[Data for the task — start]

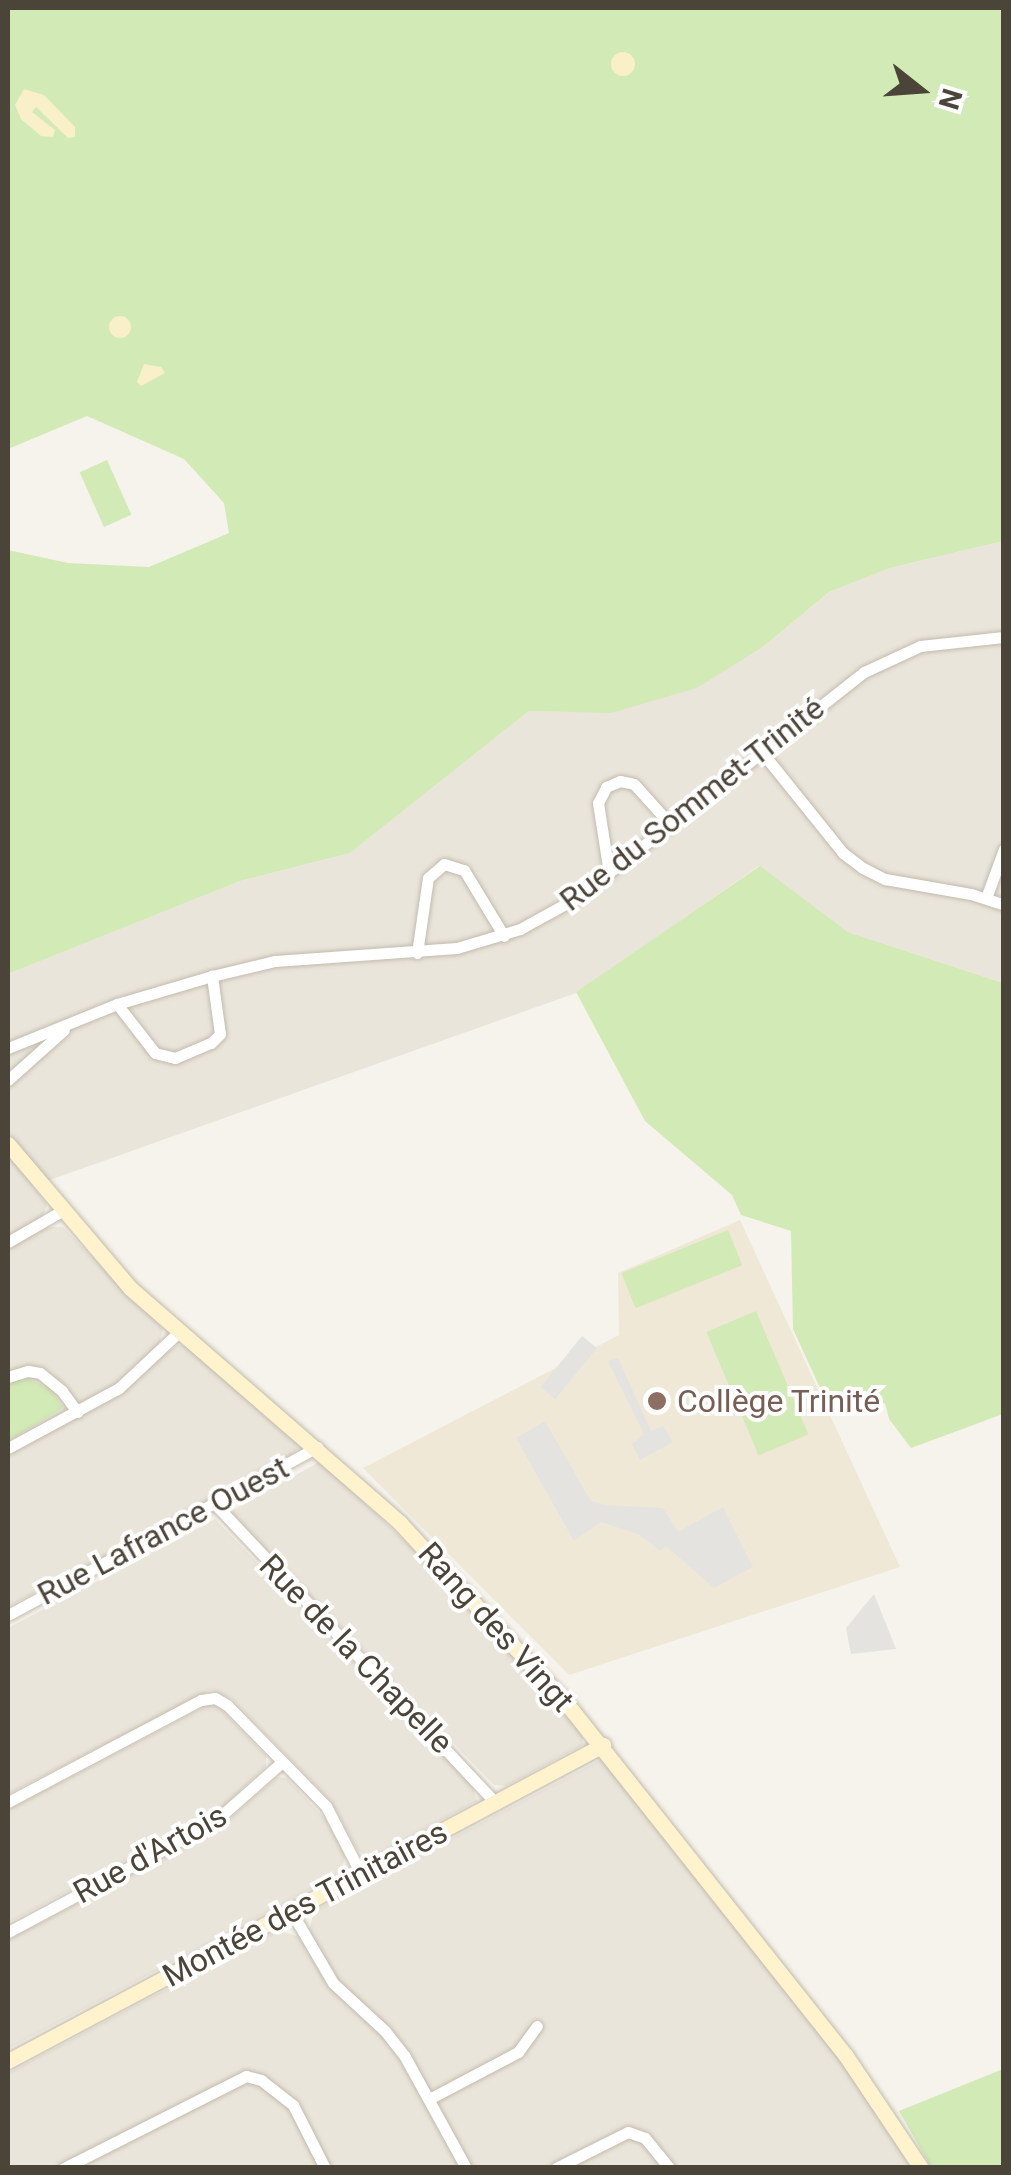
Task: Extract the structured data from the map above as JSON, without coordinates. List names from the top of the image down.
{
  "streets": {
    "street": [
      "Rue du Sommet-Trinité",
      "Rue Lafrance Ouest",
      "Rang des Vingt",
      "Rue de la Chapelle",
      "Rue d'Artois",
      "Montée des Trinitaires"
    ]
  },
  "crossings": [
    ["Rue Lafrance Ouest", "Rang des Vingt"],
    ["Rue Lafrance Ouest", "Rue de la Chapelle"],
    ["Rang des Vingt", "Montée des Trinitaires"],
    ["Rue de la Chapelle", "Montée des Trinitaires"]
  ],
  "places": ["Collège Trinité"],
  "north": "right"
}
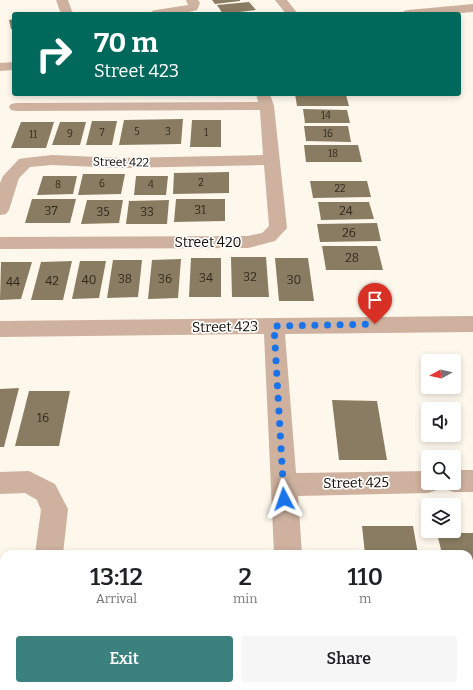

[Data for the task — finish]

▸ **Task to carry out**
Each line above should be printed again exactly, though the pictures should not be.

▸ **Exercise response**
Task: Extract the structured data from the map above as JSON, without coordinates. List names from the top of the image down.
{
  "streets": {
    "street": [
      "Rue du Sommet-Trinité",
      "Rue Lafrance Ouest",
      "Rang des Vingt",
      "Rue de la Chapelle",
      "Rue d'Artois",
      "Montée des Trinitaires"
    ]
  },
  "crossings": [
    ["Rue Lafrance Ouest", "Rang des Vingt"],
    ["Rue Lafrance Ouest", "Rue de la Chapelle"],
    ["Rang des Vingt", "Montée des Trinitaires"],
    ["Rue de la Chapelle", "Montée des Trinitaires"]
  ],
  "places": ["Collège Trinité"],
  "north": "right"
}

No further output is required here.